[talks] Colloquium speaker Silvio Savarese Tuesday Dec 9, 4:30pm
Nicole E. Wagenblast
nwagenbl at CS.Princeton.EDU
Mon Dec 8 09:01:21 EST 2014
Silvio Savarese, Stanford University
Tuesday, December 9, 4:30pm
Computer Science 105
Sensing and sensibility
We are moving into a world where sensors will be everywhere and will be ubiquitous. In the recent years, we have seen an explosion of new artificial visual sensors that can integrate luminance values with other sensing modalities: infrared, thermal, gravity, depth, to cite a few. Sensing is not the hard problem here, however. Sensibility, or, intelligent understanding of the sensing data is the challenge. When we look at an environment such as a coffee shop, we don't just recognize the objects in isolation, but rather perceive a rich scenery of the 3D space, its objects and all the relations among them. This allows us to effortlessly navigate through the environment, or to interact and manipulate objects in the scene with amazing precision. A major line of work from my group in recent years has been to design visual models that can process different sensing modalities and enable sensibility. I will start by giving an overview of our research for detecting objects and determining their geometric and physical properties such as 3D location, pose or shape from images, videos or RGB-Depth imagery. Then, I will demonstrate that these detection methods play a critical role for modeling the interplay between objects and space which, in turn, enable simultaneous inference of the semantic and spatial properties of a scene. I will conclude this talk by demonstrating that our models for sense and sensibility are potentially transformative in application areas related to autonomous or assisted navigation, smart environments, augmented reality, and large scale information management.

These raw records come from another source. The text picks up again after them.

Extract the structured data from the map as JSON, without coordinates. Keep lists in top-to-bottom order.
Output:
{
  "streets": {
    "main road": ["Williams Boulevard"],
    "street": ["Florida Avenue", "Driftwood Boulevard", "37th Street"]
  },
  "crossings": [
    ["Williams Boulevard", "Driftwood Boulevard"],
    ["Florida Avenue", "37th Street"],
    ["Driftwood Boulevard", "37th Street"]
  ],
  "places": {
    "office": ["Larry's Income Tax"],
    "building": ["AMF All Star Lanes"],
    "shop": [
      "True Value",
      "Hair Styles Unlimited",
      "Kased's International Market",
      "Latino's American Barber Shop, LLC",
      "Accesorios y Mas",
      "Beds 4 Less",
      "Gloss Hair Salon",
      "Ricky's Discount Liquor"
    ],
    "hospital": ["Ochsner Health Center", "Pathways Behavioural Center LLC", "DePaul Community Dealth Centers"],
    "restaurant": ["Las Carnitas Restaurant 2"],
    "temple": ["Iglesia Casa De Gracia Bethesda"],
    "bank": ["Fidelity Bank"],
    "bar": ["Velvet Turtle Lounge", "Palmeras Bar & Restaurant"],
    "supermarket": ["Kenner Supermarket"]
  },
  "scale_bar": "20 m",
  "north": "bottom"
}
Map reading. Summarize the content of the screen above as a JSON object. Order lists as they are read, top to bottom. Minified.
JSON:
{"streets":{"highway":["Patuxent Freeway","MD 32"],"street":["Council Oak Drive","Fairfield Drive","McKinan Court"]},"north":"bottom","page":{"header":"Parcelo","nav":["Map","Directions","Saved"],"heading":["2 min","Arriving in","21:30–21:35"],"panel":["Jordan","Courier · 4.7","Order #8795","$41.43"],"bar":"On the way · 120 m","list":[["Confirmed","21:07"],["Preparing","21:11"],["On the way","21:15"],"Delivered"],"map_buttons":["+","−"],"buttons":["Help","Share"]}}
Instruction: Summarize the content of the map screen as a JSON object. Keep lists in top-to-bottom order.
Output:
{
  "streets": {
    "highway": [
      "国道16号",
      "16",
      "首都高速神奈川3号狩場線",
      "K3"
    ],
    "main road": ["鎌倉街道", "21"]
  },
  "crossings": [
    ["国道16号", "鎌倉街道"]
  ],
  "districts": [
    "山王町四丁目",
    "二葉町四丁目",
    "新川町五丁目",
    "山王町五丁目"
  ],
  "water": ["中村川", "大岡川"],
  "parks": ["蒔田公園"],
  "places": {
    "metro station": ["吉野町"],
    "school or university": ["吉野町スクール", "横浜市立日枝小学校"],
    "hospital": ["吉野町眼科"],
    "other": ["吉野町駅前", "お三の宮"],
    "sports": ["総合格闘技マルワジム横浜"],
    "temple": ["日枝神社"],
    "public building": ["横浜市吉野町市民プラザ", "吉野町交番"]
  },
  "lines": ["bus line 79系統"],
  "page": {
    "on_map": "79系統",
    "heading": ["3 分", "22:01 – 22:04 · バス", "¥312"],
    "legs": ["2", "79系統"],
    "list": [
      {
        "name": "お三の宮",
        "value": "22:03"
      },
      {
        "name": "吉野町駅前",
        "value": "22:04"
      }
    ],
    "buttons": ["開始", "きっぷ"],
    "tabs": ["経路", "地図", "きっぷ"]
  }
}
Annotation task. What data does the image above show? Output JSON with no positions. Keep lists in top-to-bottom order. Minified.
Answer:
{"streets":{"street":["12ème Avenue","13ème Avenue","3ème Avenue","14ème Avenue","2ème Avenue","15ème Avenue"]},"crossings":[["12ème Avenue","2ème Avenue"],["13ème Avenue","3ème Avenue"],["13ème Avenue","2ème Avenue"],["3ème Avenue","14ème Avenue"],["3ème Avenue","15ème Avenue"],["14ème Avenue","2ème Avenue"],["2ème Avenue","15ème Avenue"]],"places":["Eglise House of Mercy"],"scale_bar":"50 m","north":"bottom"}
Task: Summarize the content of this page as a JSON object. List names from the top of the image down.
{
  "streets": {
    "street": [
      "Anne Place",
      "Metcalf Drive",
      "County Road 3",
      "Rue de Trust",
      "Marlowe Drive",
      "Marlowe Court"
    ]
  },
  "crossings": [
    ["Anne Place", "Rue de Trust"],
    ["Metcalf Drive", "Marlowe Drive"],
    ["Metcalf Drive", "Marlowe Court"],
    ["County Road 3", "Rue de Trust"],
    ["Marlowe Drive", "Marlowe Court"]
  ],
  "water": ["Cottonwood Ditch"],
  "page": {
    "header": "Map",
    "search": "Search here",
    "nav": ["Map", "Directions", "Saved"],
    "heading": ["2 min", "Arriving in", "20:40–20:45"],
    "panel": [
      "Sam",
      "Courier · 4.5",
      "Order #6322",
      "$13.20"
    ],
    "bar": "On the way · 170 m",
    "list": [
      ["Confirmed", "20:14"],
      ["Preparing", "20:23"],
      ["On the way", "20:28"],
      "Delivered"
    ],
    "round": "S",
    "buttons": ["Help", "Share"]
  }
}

Silvio Savarese is an Assistant Professor of Computer Science at Stanford University. He earned his Ph.D. in Electrical Engineering from the California Institute of Technology in 2005 and was a Beckman Institute Fellow at the University of Illinois at Urbana-Champaign from 2005–2008. He joined Stanford in 2013 after being Assistant and then Associate Professor (with tenure) of Electrical and Computer Engineering at the University of Michigan, Ann Arbor, from 2008 to 2013. His research interests include computer vision, object recognition and scene understanding, shape representation and reconstruction, human activity recognition and visual psychophysics. He is recipient of several awards including the James R. Croes Medal in 2013, a TRW Automotive Endowed Research Award in 2012, an NSF Career Award in 2011 and Google Research Award in 2010. In 2002 he was awarded the Walker von Brimer Award for outstanding research initiative.